# Data excerpts:
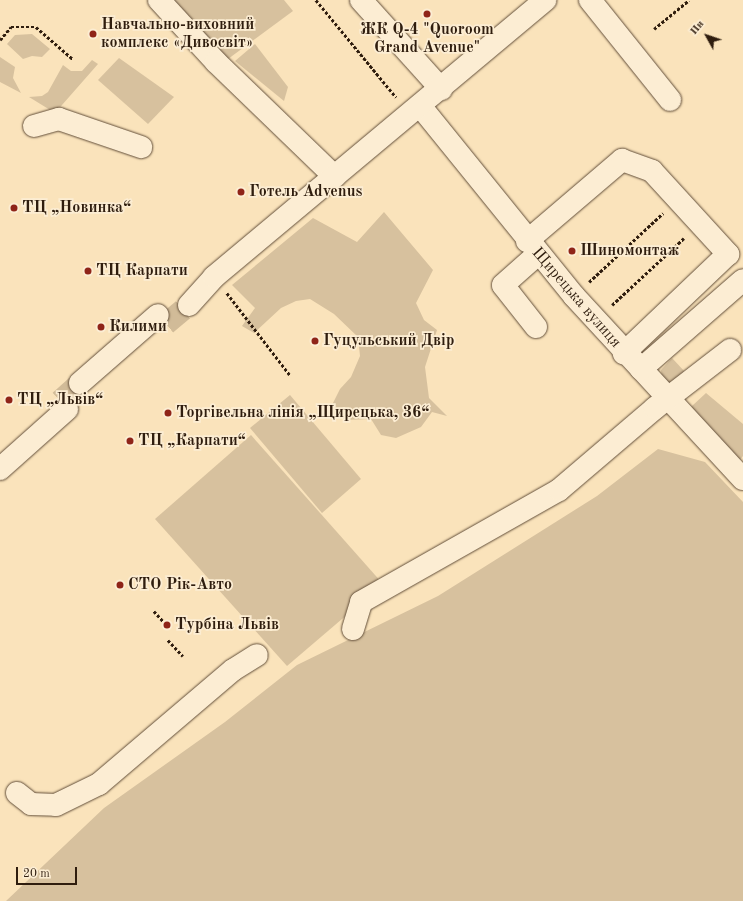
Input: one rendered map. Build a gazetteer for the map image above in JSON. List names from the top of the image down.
{
  "streets": {
    "street": ["Щирецька вулиця"]
  },
  "places": [
    "ЖК Q-4 \"Quoroom Grand Avenue\"",
    "Навчально-виховний комплекс «Дивосвіт»",
    "Готель Advenus",
    "ТЦ „Новинка“",
    "Шиномонтаж",
    "ТЦ Карпати",
    "Килими",
    "Гуцульський Двір",
    "ТЦ „Львів“",
    "Торгівельна лінія „Щирецька, 36“",
    "ТЦ „Карпати“",
    "СТО Рік-Авто",
    "Турбіна Львів"
  ],
  "scale_bar": "20 m",
  "north": "top left"
}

# Problem to work on:
Copy the records exactly. Skip any pictures.

# Task answer:
Input: one rendered map. Build a gazetteer for the map image above in JSON. List names from the top of the image down.
{
  "streets": {
    "street": ["Щирецька вулиця"]
  },
  "places": [
    "ЖК Q-4 \"Quoroom Grand Avenue\"",
    "Навчально-виховний комплекс «Дивосвіт»",
    "Готель Advenus",
    "ТЦ „Новинка“",
    "Шиномонтаж",
    "ТЦ Карпати",
    "Килими",
    "Гуцульський Двір",
    "ТЦ „Львів“",
    "Торгівельна лінія „Щирецька, 36“",
    "ТЦ „Карпати“",
    "СТО Рік-Авто",
    "Турбіна Львів"
  ],
  "scale_bar": "20 m",
  "north": "top left"
}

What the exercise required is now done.